[Date Prev][Date Next][Thread Prev][Thread Next][Date Index][Thread Index]
Re: [PATCH 2/2] docs: define policy forbidding use of "AI" / LLM code ge
|
From: |
Daniel P . Berrangé |
|
Subject: |
Re: [PATCH 2/2] docs: define policy forbidding use of "AI" / LLM code generators |
|
Date: |
Fri, 24 Nov 2023 11:41:20 +0000 |
|
User-agent: |
Mutt/2.2.10 (2023-03-25) |
On Fri, Nov 24, 2023 at 10:21:17AM +0000, Alex Bennée wrote:
> Daniel P. Berrangé <berrange@redhat.com> writes:
>
> > On Thu, Nov 23, 2023 at 05:39:18PM -0500, Michael S. Tsirkin wrote:
> >> On Thu, Nov 23, 2023 at 05:58:45PM +0000, Daniel P. Berrangé wrote:
> >> > The license of a code generation tool itself is usually considered
> >> > to be not a factor in the license of its output.
> >>
> >> Really? I would find it very surprising if a code generation tool that
> >> is not a language model and so is not understanding the code it's
> >> generating did not include some code snippets going into the output.

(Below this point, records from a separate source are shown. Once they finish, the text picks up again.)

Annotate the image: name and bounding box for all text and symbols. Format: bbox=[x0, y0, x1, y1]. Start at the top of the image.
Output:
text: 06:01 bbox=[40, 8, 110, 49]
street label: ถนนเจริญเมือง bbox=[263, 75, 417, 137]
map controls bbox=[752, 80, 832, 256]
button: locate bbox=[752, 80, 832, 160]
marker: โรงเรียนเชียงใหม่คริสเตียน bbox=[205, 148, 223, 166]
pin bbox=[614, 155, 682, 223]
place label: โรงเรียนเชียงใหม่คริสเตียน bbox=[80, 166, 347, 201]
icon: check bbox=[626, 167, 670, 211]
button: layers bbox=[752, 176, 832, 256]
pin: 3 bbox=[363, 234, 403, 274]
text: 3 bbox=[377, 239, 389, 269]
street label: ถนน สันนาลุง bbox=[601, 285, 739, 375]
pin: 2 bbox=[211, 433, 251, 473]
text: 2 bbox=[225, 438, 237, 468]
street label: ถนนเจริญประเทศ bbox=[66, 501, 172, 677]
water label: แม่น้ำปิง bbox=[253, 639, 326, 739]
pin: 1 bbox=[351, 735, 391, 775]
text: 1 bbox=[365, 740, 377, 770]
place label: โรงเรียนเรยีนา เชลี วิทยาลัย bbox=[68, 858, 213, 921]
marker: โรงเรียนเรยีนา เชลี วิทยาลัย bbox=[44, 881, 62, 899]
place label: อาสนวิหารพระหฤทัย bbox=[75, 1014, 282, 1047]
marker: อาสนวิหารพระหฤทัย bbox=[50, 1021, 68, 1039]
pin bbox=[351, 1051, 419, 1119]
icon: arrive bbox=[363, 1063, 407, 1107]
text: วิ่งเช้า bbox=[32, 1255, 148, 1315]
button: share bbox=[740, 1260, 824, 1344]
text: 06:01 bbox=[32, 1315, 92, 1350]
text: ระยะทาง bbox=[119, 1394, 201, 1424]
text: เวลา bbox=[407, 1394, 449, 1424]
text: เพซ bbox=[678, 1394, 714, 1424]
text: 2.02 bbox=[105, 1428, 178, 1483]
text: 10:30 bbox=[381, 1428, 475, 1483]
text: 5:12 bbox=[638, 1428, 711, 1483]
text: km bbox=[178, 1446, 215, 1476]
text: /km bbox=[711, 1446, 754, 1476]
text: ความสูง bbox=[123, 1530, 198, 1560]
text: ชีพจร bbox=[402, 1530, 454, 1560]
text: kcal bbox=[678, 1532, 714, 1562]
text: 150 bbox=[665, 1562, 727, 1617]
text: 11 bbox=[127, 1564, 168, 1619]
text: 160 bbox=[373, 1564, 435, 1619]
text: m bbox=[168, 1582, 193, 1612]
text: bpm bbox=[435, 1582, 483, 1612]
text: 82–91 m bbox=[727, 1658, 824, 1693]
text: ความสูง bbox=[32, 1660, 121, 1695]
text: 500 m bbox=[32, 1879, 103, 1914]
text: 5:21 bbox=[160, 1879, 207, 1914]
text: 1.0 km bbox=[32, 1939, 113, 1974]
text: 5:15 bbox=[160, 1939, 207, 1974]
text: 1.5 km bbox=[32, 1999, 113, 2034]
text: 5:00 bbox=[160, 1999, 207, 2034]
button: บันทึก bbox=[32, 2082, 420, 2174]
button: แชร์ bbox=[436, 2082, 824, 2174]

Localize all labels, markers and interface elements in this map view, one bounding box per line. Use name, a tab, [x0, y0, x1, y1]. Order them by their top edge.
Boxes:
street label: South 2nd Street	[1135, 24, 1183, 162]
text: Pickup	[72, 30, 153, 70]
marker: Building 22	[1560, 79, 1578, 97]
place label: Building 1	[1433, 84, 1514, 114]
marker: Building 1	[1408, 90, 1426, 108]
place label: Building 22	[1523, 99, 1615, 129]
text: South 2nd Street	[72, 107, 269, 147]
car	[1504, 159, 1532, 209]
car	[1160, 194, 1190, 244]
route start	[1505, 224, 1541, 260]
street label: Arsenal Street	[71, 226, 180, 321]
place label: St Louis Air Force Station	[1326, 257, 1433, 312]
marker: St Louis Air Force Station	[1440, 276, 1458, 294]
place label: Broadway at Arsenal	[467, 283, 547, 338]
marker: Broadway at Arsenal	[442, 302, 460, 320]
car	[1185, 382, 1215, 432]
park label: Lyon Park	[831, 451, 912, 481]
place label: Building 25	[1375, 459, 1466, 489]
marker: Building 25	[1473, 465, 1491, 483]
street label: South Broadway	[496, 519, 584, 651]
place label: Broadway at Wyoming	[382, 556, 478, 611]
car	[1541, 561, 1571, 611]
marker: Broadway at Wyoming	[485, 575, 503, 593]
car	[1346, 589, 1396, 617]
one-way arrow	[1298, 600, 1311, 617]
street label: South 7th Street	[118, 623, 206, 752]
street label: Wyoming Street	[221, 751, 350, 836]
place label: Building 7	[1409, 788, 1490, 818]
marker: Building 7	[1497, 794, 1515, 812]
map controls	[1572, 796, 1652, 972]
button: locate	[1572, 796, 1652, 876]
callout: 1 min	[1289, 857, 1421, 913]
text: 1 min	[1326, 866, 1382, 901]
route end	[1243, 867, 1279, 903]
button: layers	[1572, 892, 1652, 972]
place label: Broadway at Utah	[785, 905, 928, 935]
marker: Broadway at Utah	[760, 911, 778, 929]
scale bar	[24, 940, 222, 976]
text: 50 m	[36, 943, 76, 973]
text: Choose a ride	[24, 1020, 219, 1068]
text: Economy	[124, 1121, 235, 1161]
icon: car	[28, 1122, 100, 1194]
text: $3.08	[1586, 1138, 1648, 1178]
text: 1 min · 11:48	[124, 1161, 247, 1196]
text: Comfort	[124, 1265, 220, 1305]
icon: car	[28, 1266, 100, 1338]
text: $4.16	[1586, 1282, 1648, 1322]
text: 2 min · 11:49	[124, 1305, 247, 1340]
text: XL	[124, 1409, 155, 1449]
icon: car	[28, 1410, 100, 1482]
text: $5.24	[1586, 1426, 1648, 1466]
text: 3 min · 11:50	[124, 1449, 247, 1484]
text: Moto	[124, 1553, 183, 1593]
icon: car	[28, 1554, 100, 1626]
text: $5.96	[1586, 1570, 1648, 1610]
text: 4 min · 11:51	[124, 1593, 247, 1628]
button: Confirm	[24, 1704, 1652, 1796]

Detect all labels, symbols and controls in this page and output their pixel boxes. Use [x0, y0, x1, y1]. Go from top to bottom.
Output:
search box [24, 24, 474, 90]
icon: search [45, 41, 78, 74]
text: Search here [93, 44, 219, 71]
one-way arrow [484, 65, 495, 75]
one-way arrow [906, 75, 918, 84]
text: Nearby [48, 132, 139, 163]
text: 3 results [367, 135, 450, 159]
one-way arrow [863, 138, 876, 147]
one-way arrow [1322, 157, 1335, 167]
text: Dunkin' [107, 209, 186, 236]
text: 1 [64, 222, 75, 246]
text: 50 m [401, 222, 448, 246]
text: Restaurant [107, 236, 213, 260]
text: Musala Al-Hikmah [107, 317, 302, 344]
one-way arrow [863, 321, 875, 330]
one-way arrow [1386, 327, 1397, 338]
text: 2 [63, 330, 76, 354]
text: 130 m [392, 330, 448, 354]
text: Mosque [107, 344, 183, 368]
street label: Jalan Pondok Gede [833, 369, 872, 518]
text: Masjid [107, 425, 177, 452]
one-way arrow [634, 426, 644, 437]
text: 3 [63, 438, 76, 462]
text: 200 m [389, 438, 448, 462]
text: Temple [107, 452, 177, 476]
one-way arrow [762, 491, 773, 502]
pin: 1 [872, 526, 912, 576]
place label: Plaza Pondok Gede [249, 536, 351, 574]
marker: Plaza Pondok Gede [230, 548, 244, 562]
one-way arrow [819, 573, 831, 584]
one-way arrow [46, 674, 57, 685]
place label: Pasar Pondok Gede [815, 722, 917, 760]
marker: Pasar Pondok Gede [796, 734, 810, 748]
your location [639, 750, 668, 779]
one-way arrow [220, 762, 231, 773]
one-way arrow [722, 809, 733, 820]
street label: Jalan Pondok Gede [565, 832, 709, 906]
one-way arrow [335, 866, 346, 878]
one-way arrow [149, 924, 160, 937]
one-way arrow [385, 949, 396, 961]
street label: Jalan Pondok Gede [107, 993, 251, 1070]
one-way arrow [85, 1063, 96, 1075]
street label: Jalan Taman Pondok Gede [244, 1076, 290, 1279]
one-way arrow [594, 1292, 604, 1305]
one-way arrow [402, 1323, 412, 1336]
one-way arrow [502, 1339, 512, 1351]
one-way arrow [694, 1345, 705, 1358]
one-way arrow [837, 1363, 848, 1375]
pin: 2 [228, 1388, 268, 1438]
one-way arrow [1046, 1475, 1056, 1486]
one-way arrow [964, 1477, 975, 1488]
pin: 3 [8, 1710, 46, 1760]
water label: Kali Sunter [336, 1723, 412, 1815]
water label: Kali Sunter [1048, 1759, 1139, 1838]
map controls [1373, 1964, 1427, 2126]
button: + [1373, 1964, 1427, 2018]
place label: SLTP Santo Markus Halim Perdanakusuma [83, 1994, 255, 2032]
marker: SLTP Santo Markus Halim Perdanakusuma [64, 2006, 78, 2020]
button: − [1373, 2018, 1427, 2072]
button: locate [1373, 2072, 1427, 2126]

> >> It is also possible to unintentionally run afoul of GPL's definition of
> >> source
> >> code which is "the preferred form of the work for making modifications to
> >> it".
> >> So even if you have copyright to input, dumping just output and putting
> >> GPL on it might or might not be ok.
> >
> > Consider the C pre-processor. This takes an input .c file, and expands
> > all the macros, to split out a new .c file.
> >
> > The license of the output .c file is determined by the license of the
> > input .c file. The license of the CPP impl (whether OSS or proprietary)
> > doesn't have any influence on the license of the output file, it cannot
> > magically force the output file to be proprietary any more than it can
> > force it to be output file GPL.
>
> LLM's are just a tool like a compiler (albeit with spookier different
> internals). The prompt and the instructions are arguably the more
> important part of how to get good results from the LLM transformation.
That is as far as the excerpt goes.